BEGIN MATERIAL FOR THIS EXERCISE

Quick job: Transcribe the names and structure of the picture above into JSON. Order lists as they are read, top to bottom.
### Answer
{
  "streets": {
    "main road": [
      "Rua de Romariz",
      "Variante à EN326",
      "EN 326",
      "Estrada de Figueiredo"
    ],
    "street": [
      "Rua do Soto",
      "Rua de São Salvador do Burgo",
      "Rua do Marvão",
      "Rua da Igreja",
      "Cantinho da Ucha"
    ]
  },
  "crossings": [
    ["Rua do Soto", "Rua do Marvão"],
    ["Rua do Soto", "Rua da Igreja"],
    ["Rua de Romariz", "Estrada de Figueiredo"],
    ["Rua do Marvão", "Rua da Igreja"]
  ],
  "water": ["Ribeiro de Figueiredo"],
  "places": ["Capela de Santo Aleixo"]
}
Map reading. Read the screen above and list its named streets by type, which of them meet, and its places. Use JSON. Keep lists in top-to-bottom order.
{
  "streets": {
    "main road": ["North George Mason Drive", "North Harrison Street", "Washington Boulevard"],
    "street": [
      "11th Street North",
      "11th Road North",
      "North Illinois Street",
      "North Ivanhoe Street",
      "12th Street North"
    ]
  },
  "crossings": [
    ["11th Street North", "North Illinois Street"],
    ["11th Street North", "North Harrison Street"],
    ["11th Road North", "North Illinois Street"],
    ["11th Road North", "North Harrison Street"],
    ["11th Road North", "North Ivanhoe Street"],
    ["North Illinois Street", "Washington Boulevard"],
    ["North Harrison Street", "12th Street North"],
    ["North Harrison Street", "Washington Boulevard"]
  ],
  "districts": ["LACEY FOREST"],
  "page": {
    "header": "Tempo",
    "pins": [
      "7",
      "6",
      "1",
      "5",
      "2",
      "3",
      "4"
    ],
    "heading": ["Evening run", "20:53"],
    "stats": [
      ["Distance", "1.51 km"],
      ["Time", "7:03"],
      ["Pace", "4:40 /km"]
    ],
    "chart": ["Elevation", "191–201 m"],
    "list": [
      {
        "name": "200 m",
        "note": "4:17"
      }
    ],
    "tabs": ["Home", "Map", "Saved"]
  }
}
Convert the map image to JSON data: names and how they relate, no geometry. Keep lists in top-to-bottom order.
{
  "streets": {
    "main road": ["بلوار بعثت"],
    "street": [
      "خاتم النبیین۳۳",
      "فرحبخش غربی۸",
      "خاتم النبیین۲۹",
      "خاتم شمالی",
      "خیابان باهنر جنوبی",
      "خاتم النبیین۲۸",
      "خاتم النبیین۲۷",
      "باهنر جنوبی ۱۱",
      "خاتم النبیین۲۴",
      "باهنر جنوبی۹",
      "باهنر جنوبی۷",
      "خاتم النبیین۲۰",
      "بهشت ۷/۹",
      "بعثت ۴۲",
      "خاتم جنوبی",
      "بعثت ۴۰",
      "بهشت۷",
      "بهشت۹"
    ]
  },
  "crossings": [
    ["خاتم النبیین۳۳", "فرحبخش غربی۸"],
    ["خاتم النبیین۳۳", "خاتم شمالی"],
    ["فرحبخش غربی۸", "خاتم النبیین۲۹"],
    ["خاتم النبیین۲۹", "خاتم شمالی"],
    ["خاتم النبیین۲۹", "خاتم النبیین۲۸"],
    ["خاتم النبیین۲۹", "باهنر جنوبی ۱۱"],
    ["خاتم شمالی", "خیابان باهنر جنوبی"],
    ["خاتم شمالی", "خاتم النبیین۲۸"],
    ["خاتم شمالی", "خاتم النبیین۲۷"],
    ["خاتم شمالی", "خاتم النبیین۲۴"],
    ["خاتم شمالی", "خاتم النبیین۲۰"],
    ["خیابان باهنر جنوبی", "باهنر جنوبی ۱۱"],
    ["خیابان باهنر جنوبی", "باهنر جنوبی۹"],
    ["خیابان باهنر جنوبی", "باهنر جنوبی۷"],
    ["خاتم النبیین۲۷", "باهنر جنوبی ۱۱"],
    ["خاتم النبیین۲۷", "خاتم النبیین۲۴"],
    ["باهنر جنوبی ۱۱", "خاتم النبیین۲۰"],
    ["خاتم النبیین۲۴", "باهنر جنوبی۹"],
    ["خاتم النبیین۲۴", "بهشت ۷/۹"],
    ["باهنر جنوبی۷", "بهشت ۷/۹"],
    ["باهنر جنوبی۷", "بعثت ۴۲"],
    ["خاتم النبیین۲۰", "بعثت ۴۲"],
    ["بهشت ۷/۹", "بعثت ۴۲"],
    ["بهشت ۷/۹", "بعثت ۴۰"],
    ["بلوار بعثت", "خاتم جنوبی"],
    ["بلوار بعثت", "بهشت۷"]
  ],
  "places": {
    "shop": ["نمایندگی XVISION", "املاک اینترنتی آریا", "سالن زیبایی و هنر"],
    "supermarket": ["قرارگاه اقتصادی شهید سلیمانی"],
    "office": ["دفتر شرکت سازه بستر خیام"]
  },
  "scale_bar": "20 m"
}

END MATERIAL FOR THIS EXERCISE

PROMPT: From top to bottom, please output the material exactly.

ANSWER:
Quick job: Transcribe the names and structure of the picture above into JSON. Order lists as they are read, top to bottom.
### Answer
{
  "streets": {
    "main road": [
      "Rua de Romariz",
      "Variante à EN326",
      "EN 326",
      "Estrada de Figueiredo"
    ],
    "street": [
      "Rua do Soto",
      "Rua de São Salvador do Burgo",
      "Rua do Marvão",
      "Rua da Igreja",
      "Cantinho da Ucha"
    ]
  },
  "crossings": [
    ["Rua do Soto", "Rua do Marvão"],
    ["Rua do Soto", "Rua da Igreja"],
    ["Rua de Romariz", "Estrada de Figueiredo"],
    ["Rua do Marvão", "Rua da Igreja"]
  ],
  "water": ["Ribeiro de Figueiredo"],
  "places": ["Capela de Santo Aleixo"]
}
Map reading. Read the screen above and list its named streets by type, which of them meet, and its places. Use JSON. Keep lists in top-to-bottom order.
{
  "streets": {
    "main road": ["North George Mason Drive", "North Harrison Street", "Washington Boulevard"],
    "street": [
      "11th Street North",
      "11th Road North",
      "North Illinois Street",
      "North Ivanhoe Street",
      "12th Street North"
    ]
  },
  "crossings": [
    ["11th Street North", "North Illinois Street"],
    ["11th Street North", "North Harrison Street"],
    ["11th Road North", "North Illinois Street"],
    ["11th Road North", "North Harrison Street"],
    ["11th Road North", "North Ivanhoe Street"],
    ["North Illinois Street", "Washington Boulevard"],
    ["North Harrison Street", "12th Street North"],
    ["North Harrison Street", "Washington Boulevard"]
  ],
  "districts": ["LACEY FOREST"],
  "page": {
    "header": "Tempo",
    "pins": [
      "7",
      "6",
      "1",
      "5",
      "2",
      "3",
      "4"
    ],
    "heading": ["Evening run", "20:53"],
    "stats": [
      ["Distance", "1.51 km"],
      ["Time", "7:03"],
      ["Pace", "4:40 /km"]
    ],
    "chart": ["Elevation", "191–201 m"],
    "list": [
      {
        "name": "200 m",
        "note": "4:17"
      }
    ],
    "tabs": ["Home", "Map", "Saved"]
  }
}
Convert the map image to JSON data: names and how they relate, no geometry. Keep lists in top-to-bottom order.
{
  "streets": {
    "main road": ["بلوار بعثت"],
    "street": [
      "خاتم النبیین۳۳",
      "فرحبخش غربی۸",
      "خاتم النبیین۲۹",
      "خاتم شمالی",
      "خیابان باهنر جنوبی",
      "خاتم النبیین۲۸",
      "خاتم النبیین۲۷",
      "باهنر جنوبی ۱۱",
      "خاتم النبیین۲۴",
      "باهنر جنوبی۹",
      "باهنر جنوبی۷",
      "خاتم النبیین۲۰",
      "بهشت ۷/۹",
      "بعثت ۴۲",
      "خاتم جنوبی",
      "بعثت ۴۰",
      "بهشت۷",
      "بهشت۹"
    ]
  },
  "crossings": [
    ["خاتم النبیین۳۳", "فرحبخش غربی۸"],
    ["خاتم النبیین۳۳", "خاتم شمالی"],
    ["فرحبخش غربی۸", "خاتم النبیین۲۹"],
    ["خاتم النبیین۲۹", "خاتم شمالی"],
    ["خاتم النبیین۲۹", "خاتم النبیین۲۸"],
    ["خاتم النبیین۲۹", "باهنر جنوبی ۱۱"],
    ["خاتم شمالی", "خیابان باهنر جنوبی"],
    ["خاتم شمالی", "خاتم النبیین۲۸"],
    ["خاتم شمالی", "خاتم النبیین۲۷"],
    ["خاتم شمالی", "خاتم النبیین۲۴"],
    ["خاتم شمالی", "خاتم النبیین۲۰"],
    ["خیابان باهنر جنوبی", "باهنر جنوبی ۱۱"],
    ["خیابان باهنر جنوبی", "باهنر جنوبی۹"],
    ["خیابان باهنر جنوبی", "باهنر جنوبی۷"],
    ["خاتم النبیین۲۷", "باهنر جنوبی ۱۱"],
    ["خاتم النبیین۲۷", "خاتم النبیین۲۴"],
    ["باهنر جنوبی ۱۱", "خاتم النبیین۲۰"],
    ["خاتم النبیین۲۴", "باهنر جنوبی۹"],
    ["خاتم النبیین۲۴", "بهشت ۷/۹"],
    ["باهنر جنوبی۷", "بهشت ۷/۹"],
    ["باهنر جنوبی۷", "بعثت ۴۲"],
    ["خاتم النبیین۲۰", "بعثت ۴۲"],
    ["بهشت ۷/۹", "بعثت ۴۲"],
    ["بهشت ۷/۹", "بعثت ۴۰"],
    ["بلوار بعثت", "خاتم جنوبی"],
    ["بلوار بعثت", "بهشت۷"]
  ],
  "places": {
    "shop": ["نمایندگی XVISION", "املاک اینترنتی آریا", "سالن زیبایی و هنر"],
    "supermarket": ["قرارگاه اقتصادی شهید سلیمانی"],
    "office": ["دفتر شرکت سازه بستر خیام"]
  },
  "scale_bar": "20 m"
}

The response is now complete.